RadioandMusic
| 30 Apr 2024
Ficci Frames 2013: Innovate beyond ads for robust paid digital ecosystem

MUMBAI: As India has emerged as the third largest internet market with an expected growth of 150-600 million consumers in the next four years, the need to build a paid model differentiated from the current ad based ones is the focus of most aggregators.

At the Ficci Frames 2013, the session ‘Digital content consumption on the rise: developing a robust paid ecosystem’ highlighted the transition from free to paid models.

The session, moderated by Hungama Digital Media CEO Neeraj Roy commenced with the discussion on what kind of an ecosystem can be developed to drive paid consumers in a scenario where the stringent Trai regulations has signaled the death of mobile transactions.

Mobilium Global CEO Ralph Simon, Catch Media Inc CTO and co-founder Boaz Ben Yaacov, Universal Music MD Devraj Sanyal, Hungama Digital Media COO consumer business and allied services Siddhartha Roy and Reliance Entertainment Digital CEO Manish Agarwal were the panelist.

Agarwal added, “Consumption will be mainly on mobile devices, but we need to think on how we can make money with the regulatory framework constantly changing. There are around 80 per cent consumers who do not want to pay and we need to figure out how to create sustainable models. We are at a cusp where we can shape the industry within the next two years.”

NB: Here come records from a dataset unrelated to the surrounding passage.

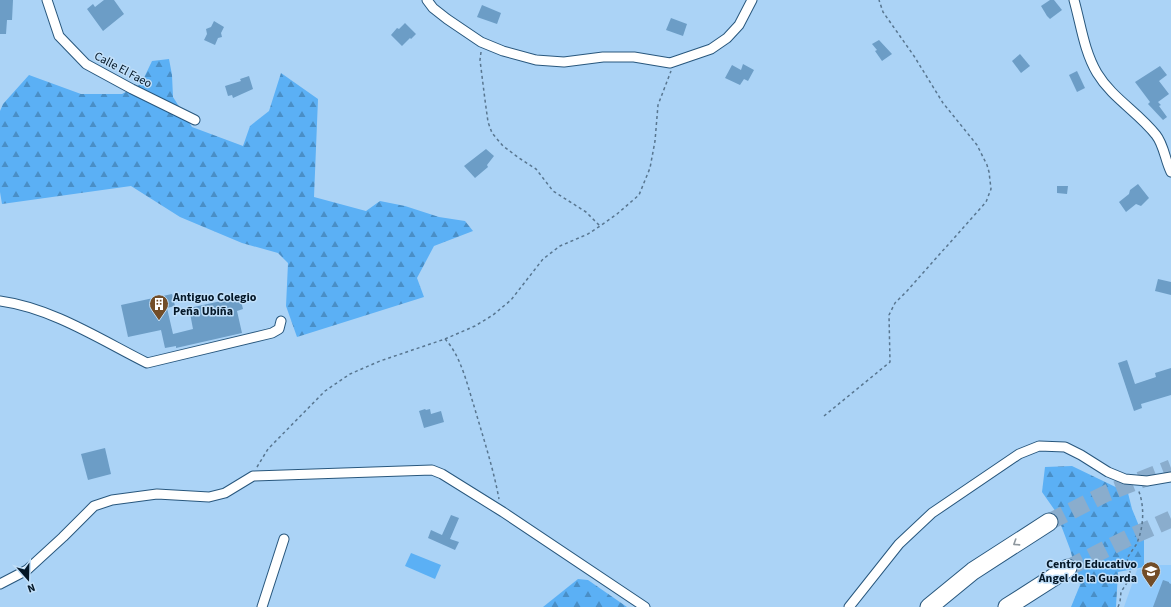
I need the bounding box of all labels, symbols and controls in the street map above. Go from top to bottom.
street label: Calle El Faeo [91,48,155,92]
place label: Antiguo Colegio Peña Ubiña [172,289,257,320]
building icon: Antiguo Colegio Peña Ubiña [148,293,170,321]
one-way arrow [1013,538,1020,546]
place label: Centro Educativo Ángel de la Guarda [1038,556,1137,587]
north arrow [8,559,48,599]
school or university icon: Centro Educativo Ángel de la Guarda [1140,560,1162,588]
text: N [25,580,37,596]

One of the major points that came about during the discussion was that mobile consumers are rising and the market is appealing for aggregators, with 500 million mobile consumers.

Highlighting the change in content consumption, Simon said that people today are moving from single screen to multi-screen devices turning into a ‘Screenager’. Moreover, developing content to have a key relationship with clients will also help determine the kind of models being developed later.

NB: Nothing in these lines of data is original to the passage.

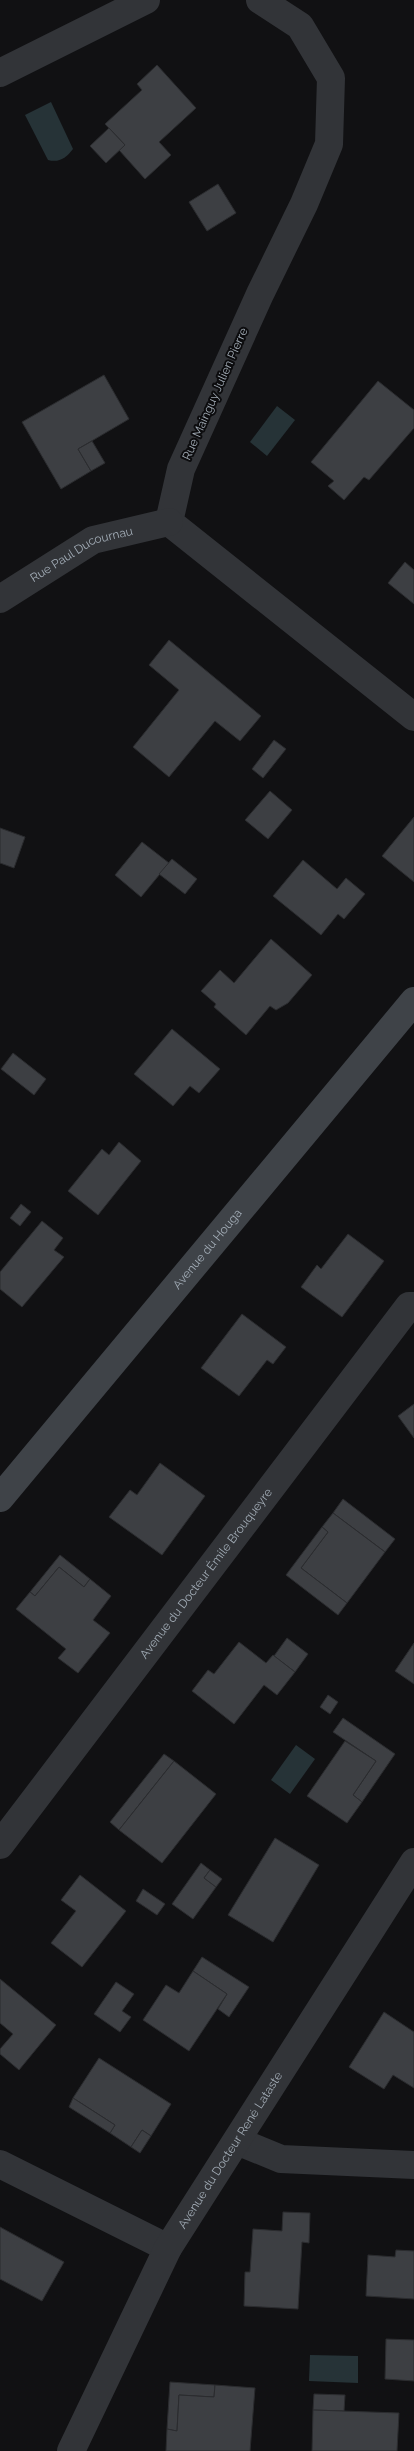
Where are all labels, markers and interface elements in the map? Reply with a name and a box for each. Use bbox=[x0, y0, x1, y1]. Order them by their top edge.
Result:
street label: Rue Mainguy Julien Pierre bbox=[179, 326, 251, 462]
street label: Rue Paul Ducournau bbox=[28, 524, 134, 585]
street label: Avenue du Houga bbox=[170, 1206, 245, 1292]
street label: Avenue du Docteur Émile Brouqueyre bbox=[137, 1486, 275, 1661]
street label: Avenue du Docteur René Lataste bbox=[175, 2069, 285, 2231]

The panelist also highlighted an off-deck method wherein data consumption is not only through telcos but from other platforms as well, which can also act as a driver in developing a robust ecosystem. Kenya is the leader today in mobile payments, allowing users to buy content through minutes.

But with off-deck comprising of a telecom billing and ad funding process, it tends to differentiate from the model in India as it is only a six and a half million dollar market.

An important question raised by Yaacov was will advertisements be able to sustain the markets, if people can watch music and video games for free on platforms like YouTube and more.

He commented, “We do not see an ad based model making money. We aim to build a technology so that consumers can access content easily as they will be willing to pay for that. This in turn will help create sustainable models in the digital ecosystem.”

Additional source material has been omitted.